Ottawa (Ontario) ce 22e jour de décembre 2008
En présence de l’honorable juge Pinard
ENTRE :
LUZ MARIA SONIA CARRERA MENDEZ
DAFNE PAOLA FUJARTE CARRERA
AMANDA CLIO FUJARTE CARRERA
Demanderesses
et
LE MINISTRE DE LA CITOYENNETÉ
MOTIFS DU JUGEMENT ET JUGEMENT
[1] Il s’agit ici d’une demande de contrôle judiciaire en vertu du paragraphe 72(1) de la Loi sur l’immigration et la protection des réfugiés, L.C. (2001), ch. 27, d’une décision de la Section de la protection des réfugiés (la « SPR ») de la Commission de l’immigration et du statut de réfugié, rendue le 17 mars 2008, qui a déterminé que la demanderesse principale n’a pas la qualité de réfugiée au sens de la Convention, ni de personne à protéger.

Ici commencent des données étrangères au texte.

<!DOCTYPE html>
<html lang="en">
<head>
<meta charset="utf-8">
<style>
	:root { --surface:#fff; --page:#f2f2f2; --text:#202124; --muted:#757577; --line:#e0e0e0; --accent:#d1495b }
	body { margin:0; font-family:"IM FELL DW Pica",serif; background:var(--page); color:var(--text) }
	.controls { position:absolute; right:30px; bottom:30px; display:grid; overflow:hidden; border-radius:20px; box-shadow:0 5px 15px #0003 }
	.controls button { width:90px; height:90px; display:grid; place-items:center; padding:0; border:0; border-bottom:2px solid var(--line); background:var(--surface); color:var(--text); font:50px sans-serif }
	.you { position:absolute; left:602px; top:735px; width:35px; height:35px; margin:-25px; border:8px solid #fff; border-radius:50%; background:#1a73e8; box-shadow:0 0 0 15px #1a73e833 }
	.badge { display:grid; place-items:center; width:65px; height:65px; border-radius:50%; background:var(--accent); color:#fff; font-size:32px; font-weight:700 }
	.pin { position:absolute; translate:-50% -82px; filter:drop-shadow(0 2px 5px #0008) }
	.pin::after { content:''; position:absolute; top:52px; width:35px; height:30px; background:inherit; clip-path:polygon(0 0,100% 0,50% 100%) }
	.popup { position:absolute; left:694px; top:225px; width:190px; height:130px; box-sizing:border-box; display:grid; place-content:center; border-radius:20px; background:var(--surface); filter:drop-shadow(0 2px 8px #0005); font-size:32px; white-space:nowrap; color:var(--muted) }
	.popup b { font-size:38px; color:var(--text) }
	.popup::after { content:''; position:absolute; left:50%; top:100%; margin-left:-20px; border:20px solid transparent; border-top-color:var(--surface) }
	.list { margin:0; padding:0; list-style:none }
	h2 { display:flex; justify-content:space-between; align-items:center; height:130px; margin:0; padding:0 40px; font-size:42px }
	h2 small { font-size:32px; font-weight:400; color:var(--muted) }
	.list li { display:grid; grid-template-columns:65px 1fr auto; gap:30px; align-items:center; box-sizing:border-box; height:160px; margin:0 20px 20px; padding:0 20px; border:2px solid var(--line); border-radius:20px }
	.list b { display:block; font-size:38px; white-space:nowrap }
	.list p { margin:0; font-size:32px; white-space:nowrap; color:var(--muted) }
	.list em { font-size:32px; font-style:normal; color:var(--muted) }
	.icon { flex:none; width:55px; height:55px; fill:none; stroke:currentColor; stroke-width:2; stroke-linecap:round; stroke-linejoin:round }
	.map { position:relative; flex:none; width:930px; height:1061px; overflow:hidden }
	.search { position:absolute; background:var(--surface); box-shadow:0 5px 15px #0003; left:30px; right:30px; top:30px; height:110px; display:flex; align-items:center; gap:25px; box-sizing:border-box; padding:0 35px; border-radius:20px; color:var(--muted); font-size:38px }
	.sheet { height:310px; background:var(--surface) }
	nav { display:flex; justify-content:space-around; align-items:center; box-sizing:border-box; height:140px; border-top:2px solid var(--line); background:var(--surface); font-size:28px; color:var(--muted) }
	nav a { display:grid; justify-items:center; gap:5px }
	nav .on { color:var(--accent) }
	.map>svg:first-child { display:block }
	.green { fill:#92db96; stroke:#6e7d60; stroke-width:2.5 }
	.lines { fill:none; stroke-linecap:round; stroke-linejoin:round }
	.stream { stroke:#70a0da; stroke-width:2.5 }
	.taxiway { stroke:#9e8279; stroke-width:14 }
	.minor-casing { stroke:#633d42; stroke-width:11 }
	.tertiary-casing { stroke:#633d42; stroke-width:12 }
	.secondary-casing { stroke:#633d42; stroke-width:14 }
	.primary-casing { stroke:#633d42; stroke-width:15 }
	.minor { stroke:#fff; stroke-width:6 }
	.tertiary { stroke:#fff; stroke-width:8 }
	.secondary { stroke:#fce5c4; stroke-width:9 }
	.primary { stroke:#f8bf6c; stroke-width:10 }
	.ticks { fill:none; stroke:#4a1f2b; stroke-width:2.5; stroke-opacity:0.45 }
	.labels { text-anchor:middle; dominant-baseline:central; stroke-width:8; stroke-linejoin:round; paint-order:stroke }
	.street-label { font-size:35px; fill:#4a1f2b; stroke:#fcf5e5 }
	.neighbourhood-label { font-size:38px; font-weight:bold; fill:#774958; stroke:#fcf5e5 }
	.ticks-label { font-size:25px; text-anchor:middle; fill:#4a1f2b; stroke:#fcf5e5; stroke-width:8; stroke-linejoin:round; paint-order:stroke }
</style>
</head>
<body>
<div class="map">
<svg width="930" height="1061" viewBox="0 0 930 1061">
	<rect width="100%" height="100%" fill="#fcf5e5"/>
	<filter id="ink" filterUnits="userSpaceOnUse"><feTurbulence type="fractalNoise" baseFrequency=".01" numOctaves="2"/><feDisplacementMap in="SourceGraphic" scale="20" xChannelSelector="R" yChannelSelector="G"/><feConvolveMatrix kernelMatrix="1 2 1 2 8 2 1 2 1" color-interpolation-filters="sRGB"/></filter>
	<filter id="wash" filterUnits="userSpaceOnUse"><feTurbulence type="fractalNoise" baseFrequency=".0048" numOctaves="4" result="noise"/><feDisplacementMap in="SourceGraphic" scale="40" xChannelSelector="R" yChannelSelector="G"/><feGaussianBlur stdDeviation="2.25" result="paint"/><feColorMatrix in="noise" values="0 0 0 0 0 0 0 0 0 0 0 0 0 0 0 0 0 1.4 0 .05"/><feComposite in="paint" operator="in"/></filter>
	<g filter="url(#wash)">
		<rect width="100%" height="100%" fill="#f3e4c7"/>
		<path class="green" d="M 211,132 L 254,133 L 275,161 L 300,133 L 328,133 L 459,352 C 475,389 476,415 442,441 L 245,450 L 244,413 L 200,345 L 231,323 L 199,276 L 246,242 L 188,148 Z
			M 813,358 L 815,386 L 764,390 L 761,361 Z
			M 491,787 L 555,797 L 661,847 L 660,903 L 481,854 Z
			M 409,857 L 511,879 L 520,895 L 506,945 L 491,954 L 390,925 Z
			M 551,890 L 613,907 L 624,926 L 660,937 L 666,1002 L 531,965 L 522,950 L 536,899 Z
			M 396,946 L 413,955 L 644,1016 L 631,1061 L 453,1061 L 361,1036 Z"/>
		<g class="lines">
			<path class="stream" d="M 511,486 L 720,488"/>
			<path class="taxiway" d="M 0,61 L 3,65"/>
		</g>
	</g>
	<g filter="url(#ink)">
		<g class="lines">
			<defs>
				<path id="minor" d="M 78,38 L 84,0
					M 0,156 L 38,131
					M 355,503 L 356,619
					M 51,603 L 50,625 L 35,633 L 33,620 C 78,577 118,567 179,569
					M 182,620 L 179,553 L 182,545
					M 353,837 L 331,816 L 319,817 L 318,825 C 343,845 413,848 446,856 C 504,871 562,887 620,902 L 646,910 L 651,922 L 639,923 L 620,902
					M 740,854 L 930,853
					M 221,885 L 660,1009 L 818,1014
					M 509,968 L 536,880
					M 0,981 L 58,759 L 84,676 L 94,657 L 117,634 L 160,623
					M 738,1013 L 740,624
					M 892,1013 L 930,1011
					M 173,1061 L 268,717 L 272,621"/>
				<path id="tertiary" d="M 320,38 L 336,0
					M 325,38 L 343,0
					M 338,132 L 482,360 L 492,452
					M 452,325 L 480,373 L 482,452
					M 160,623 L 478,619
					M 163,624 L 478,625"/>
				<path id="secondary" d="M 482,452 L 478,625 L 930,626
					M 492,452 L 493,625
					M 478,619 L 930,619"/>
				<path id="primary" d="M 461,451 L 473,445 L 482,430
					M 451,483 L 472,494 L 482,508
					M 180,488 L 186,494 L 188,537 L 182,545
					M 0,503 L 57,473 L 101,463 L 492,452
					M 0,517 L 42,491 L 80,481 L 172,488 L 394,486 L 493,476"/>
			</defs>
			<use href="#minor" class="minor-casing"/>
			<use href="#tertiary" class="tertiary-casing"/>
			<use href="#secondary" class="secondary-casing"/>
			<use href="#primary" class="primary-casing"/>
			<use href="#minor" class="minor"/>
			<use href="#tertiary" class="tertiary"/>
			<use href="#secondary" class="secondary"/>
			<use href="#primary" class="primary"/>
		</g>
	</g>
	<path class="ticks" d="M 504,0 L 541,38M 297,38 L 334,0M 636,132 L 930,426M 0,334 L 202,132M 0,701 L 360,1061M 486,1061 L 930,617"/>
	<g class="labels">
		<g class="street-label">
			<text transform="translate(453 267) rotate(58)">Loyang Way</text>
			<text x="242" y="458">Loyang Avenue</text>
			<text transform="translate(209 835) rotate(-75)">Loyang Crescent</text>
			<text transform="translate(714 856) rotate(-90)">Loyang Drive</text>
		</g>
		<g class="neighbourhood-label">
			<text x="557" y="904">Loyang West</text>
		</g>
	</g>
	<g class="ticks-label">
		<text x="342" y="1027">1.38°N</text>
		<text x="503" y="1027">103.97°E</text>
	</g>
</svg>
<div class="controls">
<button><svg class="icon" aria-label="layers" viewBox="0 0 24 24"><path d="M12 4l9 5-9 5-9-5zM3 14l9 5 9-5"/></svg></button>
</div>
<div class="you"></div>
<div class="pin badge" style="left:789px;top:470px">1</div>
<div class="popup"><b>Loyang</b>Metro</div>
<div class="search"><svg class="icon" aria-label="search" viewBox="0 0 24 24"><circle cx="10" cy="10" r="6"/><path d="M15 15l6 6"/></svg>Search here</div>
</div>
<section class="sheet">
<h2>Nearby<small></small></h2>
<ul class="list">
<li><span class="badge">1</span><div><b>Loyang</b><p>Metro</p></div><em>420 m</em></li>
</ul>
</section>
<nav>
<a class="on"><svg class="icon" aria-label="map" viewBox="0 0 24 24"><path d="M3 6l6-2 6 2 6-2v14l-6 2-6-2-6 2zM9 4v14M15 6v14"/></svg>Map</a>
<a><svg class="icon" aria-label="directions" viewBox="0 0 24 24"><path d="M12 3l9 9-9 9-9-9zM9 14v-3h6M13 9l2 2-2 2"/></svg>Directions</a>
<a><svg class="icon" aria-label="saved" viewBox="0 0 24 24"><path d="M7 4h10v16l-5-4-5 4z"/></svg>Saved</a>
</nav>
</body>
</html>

[2] Luz Maria Sonia Carrera Mendez, la demanderesse principale, et ses deux filles mineures, Dafne Paola Fujarte Carrera et Amanda Clio Fujarte Carrera, sont citoyennes mexicaines.
[3] La demanderesse allègue qu’elle et ses filles sont persécutées et menacées de mort par son mari, Antonin Fujarte Victorio.
[4] Le tribunal a identifié deux questions déterminantes dans l’affaire : (1) la crédibilité des allégations de la demanderesse et (2), la protection de l’État mexicain.
[5] Sur la question de crédibilité, le tribunal, dans ses motifs comme à l’audience, a souligné plusieurs contradictions qui n’ont pas été expliquées de façon satisfaisante. Or, les tribunaux administratifs se voient accorder une large discrétion concernant les questions touchant aux faits, comprenant celles de la crédibilité (voir Dunsmuir c. Nouveau-Brunswick, [2008] 1 R.C.S. 190, au paragraphe 51; Aguebor c. ministre de l’Emploi et de l’Immigration (1993), 160 N.R. 315). De plus, il est bien établi qu’il n’appartient pas à cette Cour de substituer son raisonnement à celui du tribunal, tant que la décision tombe parmi « l’une ou l’autre des différentes solutions rationnelles acceptables » (Dunsmuir, ci-dessus, au paragraphe 47).
[6] En l’espèce, après révision de la preuve, on ne m’a pas satisfait que le tribunal a rendu une décision fondée sur une conclusion de faits erronée, tirée de façon abusive ou arbitraire ou sans tenir compte des éléments mis à sa disposition (voir l’alinéa 18.1(4)d) de la Loi sur les Cours fédérales, L.R.C. (1985), ch. F-7).
[7] Quant à la question de la capacité de l’État de protéger la demanderesse, cette dernière prétend que le tribunal n’a pas tenu compte de la preuve documentaire démontrant la violence conjugale au Mexique et la corruption endémique de la police et du système judiciaire dans ce pays.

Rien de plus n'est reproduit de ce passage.